══ SUPPLIED MATERIAL ══

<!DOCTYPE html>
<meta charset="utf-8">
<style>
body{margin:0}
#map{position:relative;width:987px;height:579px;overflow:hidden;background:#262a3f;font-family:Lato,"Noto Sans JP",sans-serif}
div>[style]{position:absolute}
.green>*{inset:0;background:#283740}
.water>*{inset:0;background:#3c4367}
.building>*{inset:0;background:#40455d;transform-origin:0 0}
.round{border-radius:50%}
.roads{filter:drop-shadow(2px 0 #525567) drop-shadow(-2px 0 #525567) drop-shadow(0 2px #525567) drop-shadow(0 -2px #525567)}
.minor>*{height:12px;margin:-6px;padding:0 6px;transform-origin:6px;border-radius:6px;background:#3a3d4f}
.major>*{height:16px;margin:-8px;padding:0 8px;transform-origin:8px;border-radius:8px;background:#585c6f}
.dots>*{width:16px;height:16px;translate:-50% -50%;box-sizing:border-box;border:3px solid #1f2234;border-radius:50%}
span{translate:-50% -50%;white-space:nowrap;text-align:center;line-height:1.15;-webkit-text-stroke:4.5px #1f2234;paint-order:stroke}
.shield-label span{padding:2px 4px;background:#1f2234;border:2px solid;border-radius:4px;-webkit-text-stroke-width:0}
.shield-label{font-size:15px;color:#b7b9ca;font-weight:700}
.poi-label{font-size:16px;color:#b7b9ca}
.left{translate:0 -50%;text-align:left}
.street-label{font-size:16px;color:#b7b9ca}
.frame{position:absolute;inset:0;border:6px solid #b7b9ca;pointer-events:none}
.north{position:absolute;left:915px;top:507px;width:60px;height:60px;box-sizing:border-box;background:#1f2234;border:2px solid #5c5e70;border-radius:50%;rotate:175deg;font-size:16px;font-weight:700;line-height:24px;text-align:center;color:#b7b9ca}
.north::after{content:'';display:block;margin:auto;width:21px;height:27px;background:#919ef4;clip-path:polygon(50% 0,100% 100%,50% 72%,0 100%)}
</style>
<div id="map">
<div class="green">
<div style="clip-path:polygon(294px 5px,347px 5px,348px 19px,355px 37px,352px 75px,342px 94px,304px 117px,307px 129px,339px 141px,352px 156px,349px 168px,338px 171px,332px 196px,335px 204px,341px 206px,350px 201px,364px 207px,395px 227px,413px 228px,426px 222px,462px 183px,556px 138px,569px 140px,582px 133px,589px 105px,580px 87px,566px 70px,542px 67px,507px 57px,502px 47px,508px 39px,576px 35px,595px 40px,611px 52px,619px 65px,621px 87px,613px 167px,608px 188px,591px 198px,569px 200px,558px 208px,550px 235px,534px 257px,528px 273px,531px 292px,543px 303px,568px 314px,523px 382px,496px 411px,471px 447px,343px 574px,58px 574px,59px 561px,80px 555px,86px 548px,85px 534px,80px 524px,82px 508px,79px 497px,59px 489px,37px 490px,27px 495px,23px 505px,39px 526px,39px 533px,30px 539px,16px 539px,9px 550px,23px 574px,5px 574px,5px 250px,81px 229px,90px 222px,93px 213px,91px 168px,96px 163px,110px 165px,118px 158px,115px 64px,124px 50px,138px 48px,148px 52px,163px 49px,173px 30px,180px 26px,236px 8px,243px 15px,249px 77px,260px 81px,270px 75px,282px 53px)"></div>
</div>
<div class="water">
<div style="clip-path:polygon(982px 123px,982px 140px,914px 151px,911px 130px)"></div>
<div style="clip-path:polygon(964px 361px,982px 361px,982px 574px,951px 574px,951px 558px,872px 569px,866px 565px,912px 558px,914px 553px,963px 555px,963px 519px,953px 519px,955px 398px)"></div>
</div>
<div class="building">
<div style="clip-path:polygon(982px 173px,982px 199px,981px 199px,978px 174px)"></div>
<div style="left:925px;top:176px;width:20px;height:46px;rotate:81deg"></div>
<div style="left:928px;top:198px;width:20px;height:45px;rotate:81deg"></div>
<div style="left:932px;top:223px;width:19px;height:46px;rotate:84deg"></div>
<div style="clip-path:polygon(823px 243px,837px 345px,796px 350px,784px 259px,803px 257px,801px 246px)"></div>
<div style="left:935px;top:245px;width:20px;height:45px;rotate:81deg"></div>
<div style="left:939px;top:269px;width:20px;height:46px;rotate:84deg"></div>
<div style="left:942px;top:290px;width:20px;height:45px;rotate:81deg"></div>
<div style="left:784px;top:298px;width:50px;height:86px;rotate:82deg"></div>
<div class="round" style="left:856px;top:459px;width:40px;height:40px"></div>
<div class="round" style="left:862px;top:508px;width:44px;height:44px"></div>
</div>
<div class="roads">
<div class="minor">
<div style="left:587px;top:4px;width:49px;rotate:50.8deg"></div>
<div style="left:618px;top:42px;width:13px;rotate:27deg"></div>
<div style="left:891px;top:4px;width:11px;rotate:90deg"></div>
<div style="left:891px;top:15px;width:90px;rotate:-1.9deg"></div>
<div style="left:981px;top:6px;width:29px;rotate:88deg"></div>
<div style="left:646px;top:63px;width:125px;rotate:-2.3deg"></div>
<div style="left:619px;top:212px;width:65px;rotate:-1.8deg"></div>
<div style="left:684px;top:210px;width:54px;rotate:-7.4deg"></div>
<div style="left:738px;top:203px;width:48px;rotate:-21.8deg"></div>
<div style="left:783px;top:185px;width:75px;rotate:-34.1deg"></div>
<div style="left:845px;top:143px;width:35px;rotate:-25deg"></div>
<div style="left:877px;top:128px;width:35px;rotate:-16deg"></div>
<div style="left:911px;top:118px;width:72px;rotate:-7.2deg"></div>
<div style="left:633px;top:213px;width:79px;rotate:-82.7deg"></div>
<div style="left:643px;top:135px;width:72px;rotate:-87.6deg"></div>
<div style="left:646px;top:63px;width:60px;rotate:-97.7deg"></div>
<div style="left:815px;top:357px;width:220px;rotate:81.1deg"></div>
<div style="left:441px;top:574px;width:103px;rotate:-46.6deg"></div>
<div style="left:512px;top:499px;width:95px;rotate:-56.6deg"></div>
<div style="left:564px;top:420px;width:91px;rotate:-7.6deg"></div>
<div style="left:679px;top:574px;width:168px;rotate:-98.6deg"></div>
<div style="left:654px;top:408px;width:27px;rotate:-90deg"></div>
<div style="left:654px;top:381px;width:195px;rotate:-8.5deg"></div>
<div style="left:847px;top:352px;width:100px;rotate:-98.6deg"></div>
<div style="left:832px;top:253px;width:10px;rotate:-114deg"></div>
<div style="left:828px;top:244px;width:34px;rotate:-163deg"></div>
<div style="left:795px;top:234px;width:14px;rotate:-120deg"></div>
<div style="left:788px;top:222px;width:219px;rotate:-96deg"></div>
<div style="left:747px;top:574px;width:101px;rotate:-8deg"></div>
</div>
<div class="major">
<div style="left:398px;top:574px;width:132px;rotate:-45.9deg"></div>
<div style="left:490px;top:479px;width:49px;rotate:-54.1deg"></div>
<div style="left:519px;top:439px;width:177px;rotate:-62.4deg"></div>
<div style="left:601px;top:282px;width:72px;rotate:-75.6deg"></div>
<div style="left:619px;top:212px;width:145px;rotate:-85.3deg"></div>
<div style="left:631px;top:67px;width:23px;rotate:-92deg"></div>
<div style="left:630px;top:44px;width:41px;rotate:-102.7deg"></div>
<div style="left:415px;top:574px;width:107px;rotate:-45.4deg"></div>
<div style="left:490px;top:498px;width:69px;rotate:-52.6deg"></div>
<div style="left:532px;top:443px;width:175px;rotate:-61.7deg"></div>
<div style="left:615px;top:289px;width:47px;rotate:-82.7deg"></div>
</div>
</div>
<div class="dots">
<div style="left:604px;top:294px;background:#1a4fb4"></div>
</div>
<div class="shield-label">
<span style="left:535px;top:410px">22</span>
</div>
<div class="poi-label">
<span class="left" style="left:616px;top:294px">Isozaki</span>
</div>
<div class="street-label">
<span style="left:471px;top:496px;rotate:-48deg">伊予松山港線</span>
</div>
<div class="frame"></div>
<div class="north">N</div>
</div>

═══

**WHAT YOU NEED TO DO**
From the first line of the listing above to the line that contains "0 #525567) drop-shadow(-2px", inclusive, restate every line word for word. Nothing else belongs in the answer.

**TASK RESPONSE**
<!DOCTYPE html>
<meta charset="utf-8">
<style>
body{margin:0}
#map{position:relative;width:987px;height:579px;overflow:hidden;background:#262a3f;font-family:Lato,"Noto Sans JP",sans-serif}
div>[style]{position:absolute}
.green>*{inset:0;background:#283740}
.water>*{inset:0;background:#3c4367}
.building>*{inset:0;background:#40455d;transform-origin:0 0}
.round{border-radius:50%}
.roads{filter:drop-shadow(2px 0 #525567) drop-shadow(-2px 0 #525567) drop-shadow(0 2px #525567) drop-shadow(0 -2px #525567)}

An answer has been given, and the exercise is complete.